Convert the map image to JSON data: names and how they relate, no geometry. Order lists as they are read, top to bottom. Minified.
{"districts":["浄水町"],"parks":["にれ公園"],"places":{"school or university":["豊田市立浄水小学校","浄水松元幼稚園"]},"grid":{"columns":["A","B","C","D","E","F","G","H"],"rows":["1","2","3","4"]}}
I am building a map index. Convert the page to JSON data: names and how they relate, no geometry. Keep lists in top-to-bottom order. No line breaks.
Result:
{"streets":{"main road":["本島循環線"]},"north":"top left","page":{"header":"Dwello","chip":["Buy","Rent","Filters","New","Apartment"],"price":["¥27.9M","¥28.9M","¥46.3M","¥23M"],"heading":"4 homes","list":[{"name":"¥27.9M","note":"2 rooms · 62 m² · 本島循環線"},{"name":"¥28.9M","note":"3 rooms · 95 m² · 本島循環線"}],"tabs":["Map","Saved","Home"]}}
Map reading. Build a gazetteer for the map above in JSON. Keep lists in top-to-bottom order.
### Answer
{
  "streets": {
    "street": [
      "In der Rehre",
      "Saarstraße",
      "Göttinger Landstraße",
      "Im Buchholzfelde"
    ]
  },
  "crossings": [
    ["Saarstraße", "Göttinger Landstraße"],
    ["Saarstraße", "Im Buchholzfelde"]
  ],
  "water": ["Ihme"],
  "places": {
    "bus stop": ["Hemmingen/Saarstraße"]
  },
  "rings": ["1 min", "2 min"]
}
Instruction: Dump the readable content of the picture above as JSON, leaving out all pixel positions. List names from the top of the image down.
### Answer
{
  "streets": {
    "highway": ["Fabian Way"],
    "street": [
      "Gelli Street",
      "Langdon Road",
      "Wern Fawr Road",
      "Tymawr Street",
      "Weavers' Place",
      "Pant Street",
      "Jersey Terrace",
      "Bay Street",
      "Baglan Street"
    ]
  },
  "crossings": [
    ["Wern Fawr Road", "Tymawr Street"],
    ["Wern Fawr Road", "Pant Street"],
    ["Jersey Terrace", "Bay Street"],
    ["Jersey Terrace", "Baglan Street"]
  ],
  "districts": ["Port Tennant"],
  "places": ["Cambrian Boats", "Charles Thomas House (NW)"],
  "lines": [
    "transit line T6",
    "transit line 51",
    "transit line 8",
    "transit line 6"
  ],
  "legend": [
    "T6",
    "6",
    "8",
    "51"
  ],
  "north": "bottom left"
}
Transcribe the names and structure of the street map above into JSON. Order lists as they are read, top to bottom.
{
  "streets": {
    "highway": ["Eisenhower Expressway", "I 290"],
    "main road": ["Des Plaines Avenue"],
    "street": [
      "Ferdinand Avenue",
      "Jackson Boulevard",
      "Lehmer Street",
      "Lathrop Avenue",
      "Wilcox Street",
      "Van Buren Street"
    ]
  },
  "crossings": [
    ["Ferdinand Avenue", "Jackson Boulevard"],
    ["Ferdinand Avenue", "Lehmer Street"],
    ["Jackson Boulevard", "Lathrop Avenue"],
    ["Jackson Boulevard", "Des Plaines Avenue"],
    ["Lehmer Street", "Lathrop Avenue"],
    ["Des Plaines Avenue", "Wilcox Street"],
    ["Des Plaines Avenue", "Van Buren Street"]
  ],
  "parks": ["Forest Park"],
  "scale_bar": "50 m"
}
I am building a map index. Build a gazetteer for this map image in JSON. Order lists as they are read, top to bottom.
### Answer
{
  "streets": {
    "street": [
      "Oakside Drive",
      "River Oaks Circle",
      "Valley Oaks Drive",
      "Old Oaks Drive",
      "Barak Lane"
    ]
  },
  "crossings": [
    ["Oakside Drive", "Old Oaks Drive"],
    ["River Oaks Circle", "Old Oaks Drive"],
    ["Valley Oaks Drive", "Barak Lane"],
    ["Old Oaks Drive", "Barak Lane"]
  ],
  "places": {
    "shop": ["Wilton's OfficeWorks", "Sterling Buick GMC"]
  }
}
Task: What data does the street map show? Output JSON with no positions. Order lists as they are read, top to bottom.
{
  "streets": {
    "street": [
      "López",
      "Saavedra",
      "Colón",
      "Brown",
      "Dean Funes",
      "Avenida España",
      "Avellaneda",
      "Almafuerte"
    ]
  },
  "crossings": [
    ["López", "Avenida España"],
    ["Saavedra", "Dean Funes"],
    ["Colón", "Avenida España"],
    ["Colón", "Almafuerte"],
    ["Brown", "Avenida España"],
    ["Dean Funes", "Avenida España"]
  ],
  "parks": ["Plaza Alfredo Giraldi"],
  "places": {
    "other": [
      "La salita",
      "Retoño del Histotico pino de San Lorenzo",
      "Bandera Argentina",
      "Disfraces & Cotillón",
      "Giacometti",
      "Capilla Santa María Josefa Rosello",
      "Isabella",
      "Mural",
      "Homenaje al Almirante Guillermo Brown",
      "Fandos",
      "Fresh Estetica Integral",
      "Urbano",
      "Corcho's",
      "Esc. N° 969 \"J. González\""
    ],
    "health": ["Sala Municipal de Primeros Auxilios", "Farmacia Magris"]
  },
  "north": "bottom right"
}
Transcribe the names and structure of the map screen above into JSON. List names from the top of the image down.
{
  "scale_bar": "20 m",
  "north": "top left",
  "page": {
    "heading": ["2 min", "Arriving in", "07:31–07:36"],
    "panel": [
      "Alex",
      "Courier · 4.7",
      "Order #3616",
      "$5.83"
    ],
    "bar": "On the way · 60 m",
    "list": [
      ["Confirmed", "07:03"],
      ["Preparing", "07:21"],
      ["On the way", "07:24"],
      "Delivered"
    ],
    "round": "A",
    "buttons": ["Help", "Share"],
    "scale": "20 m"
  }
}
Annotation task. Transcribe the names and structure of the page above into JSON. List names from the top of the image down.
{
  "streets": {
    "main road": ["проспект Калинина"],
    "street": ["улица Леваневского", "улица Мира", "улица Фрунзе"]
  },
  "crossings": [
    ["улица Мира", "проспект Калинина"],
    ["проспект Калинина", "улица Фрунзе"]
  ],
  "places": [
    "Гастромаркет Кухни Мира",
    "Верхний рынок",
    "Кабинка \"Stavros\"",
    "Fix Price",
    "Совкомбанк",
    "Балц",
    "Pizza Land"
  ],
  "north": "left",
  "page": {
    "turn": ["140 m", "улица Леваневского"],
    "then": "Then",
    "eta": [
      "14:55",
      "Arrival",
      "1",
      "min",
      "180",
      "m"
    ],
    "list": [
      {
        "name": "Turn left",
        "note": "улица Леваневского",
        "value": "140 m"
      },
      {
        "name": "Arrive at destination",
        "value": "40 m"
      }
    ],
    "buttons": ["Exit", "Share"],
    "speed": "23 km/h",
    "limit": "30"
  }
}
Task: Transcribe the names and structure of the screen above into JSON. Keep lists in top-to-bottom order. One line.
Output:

• **Required action**
From the first record to the last, print each one exactly.

• **Answer section**
Convert the map image to JSON data: names and how they relate, no geometry. Order lists as they are read, top to bottom. Minified.
{"districts":["浄水町"],"parks":["にれ公園"],"places":{"school or university":["豊田市立浄水小学校","浄水松元幼稚園"]},"grid":{"columns":["A","B","C","D","E","F","G","H"],"rows":["1","2","3","4"]}}
I am building a map index. Convert the page to JSON data: names and how they relate, no geometry. Keep lists in top-to-bottom order. No line breaks.
Result:
{"streets":{"main road":["本島循環線"]},"north":"top left","page":{"header":"Dwello","chip":["Buy","Rent","Filters","New","Apartment"],"price":["¥27.9M","¥28.9M","¥46.3M","¥23M"],"heading":"4 homes","list":[{"name":"¥27.9M","note":"2 rooms · 62 m² · 本島循環線"},{"name":"¥28.9M","note":"3 rooms · 95 m² · 本島循環線"}],"tabs":["Map","Saved","Home"]}}
Map reading. Build a gazetteer for the map above in JSON. Keep lists in top-to-bottom order.
### Answer
{
  "streets": {
    "street": [
      "In der Rehre",
      "Saarstraße",
      "Göttinger Landstraße",
      "Im Buchholzfelde"
    ]
  },
  "crossings": [
    ["Saarstraße", "Göttinger Landstraße"],
    ["Saarstraße", "Im Buchholzfelde"]
  ],
  "water": ["Ihme"],
  "places": {
    "bus stop": ["Hemmingen/Saarstraße"]
  },
  "rings": ["1 min", "2 min"]
}
Instruction: Dump the readable content of the picture above as JSON, leaving out all pixel positions. List names from the top of the image down.
### Answer
{
  "streets": {
    "highway": ["Fabian Way"],
    "street": [
      "Gelli Street",
      "Langdon Road",
      "Wern Fawr Road",
      "Tymawr Street",
      "Weavers' Place",
      "Pant Street",
      "Jersey Terrace",
      "Bay Street",
      "Baglan Street"
    ]
  },
  "crossings": [
    ["Wern Fawr Road", "Tymawr Street"],
    ["Wern Fawr Road", "Pant Street"],
    ["Jersey Terrace", "Bay Street"],
    ["Jersey Terrace", "Baglan Street"]
  ],
  "districts": ["Port Tennant"],
  "places": ["Cambrian Boats", "Charles Thomas House (NW)"],
  "lines": [
    "transit line T6",
    "transit line 51",
    "transit line 8",
    "transit line 6"
  ],
  "legend": [
    "T6",
    "6",
    "8",
    "51"
  ],
  "north": "bottom left"
}
Transcribe the names and structure of the street map above into JSON. Order lists as they are read, top to bottom.
{
  "streets": {
    "highway": ["Eisenhower Expressway", "I 290"],
    "main road": ["Des Plaines Avenue"],
    "street": [
      "Ferdinand Avenue",
      "Jackson Boulevard",
      "Lehmer Street",
      "Lathrop Avenue",
      "Wilcox Street",
      "Van Buren Street"
    ]
  },
  "crossings": [
    ["Ferdinand Avenue", "Jackson Boulevard"],
    ["Ferdinand Avenue", "Lehmer Street"],
    ["Jackson Boulevard", "Lathrop Avenue"],
    ["Jackson Boulevard", "Des Plaines Avenue"],
    ["Lehmer Street", "Lathrop Avenue"],
    ["Des Plaines Avenue", "Wilcox Street"],
    ["Des Plaines Avenue", "Van Buren Street"]
  ],
  "parks": ["Forest Park"],
  "scale_bar": "50 m"
}
I am building a map index. Build a gazetteer for this map image in JSON. Order lists as they are read, top to bottom.
### Answer
{
  "streets": {
    "street": [
      "Oakside Drive",
      "River Oaks Circle",
      "Valley Oaks Drive",
      "Old Oaks Drive",
      "Barak Lane"
    ]
  },
  "crossings": [
    ["Oakside Drive", "Old Oaks Drive"],
    ["River Oaks Circle", "Old Oaks Drive"],
    ["Valley Oaks Drive", "Barak Lane"],
    ["Old Oaks Drive", "Barak Lane"]
  ],
  "places": {
    "shop": ["Wilton's OfficeWorks", "Sterling Buick GMC"]
  }
}
Task: What data does the street map show? Output JSON with no positions. Order lists as they are read, top to bottom.
{
  "streets": {
    "street": [
      "López",
      "Saavedra",
      "Colón",
      "Brown",
      "Dean Funes",
      "Avenida España",
      "Avellaneda",
      "Almafuerte"
    ]
  },
  "crossings": [
    ["López", "Avenida España"],
    ["Saavedra", "Dean Funes"],
    ["Colón", "Avenida España"],
    ["Colón", "Almafuerte"],
    ["Brown", "Avenida España"],
    ["Dean Funes", "Avenida España"]
  ],
  "parks": ["Plaza Alfredo Giraldi"],
  "places": {
    "other": [
      "La salita",
      "Retoño del Histotico pino de San Lorenzo",
      "Bandera Argentina",
      "Disfraces & Cotillón",
      "Giacometti",
      "Capilla Santa María Josefa Rosello",
      "Isabella",
      "Mural",
      "Homenaje al Almirante Guillermo Brown",
      "Fandos",
      "Fresh Estetica Integral",
      "Urbano",
      "Corcho's",
      "Esc. N° 969 \"J. González\""
    ],
    "health": ["Sala Municipal de Primeros Auxilios", "Farmacia Magris"]
  },
  "north": "bottom right"
}
Transcribe the names and structure of the map screen above into JSON. List names from the top of the image down.
{
  "scale_bar": "20 m",
  "north": "top left",
  "page": {
    "heading": ["2 min", "Arriving in", "07:31–07:36"],
    "panel": [
      "Alex",
      "Courier · 4.7",
      "Order #3616",
      "$5.83"
    ],
    "bar": "On the way · 60 m",
    "list": [
      ["Confirmed", "07:03"],
      ["Preparing", "07:21"],
      ["On the way", "07:24"],
      "Delivered"
    ],
    "round": "A",
    "buttons": ["Help", "Share"],
    "scale": "20 m"
  }
}
Annotation task. Transcribe the names and structure of the page above into JSON. List names from the top of the image down.
{
  "streets": {
    "main road": ["проспект Калинина"],
    "street": ["улица Леваневского", "улица Мира", "улица Фрунзе"]
  },
  "crossings": [
    ["улица Мира", "проспект Калинина"],
    ["проспект Калинина", "улица Фрунзе"]
  ],
  "places": [
    "Гастромаркет Кухни Мира",
    "Верхний рынок",
    "Кабинка \"Stavros\"",
    "Fix Price",
    "Совкомбанк",
    "Балц",
    "Pizza Land"
  ],
  "north": "left",
  "page": {
    "turn": ["140 m", "улица Леваневского"],
    "then": "Then",
    "eta": [
      "14:55",
      "Arrival",
      "1",
      "min",
      "180",
      "m"
    ],
    "list": [
      {
        "name": "Turn left",
        "note": "улица Леваневского",
        "value": "140 m"
      },
      {
        "name": "Arrive at destination",
        "value": "40 m"
      }
    ],
    "buttons": ["Exit", "Share"],
    "speed": "23 km/h",
    "limit": "30"
  }
}
Task: Transcribe the names and structure of the screen above into JSON. Keep lists in top-to-bottom order. One line.
Output:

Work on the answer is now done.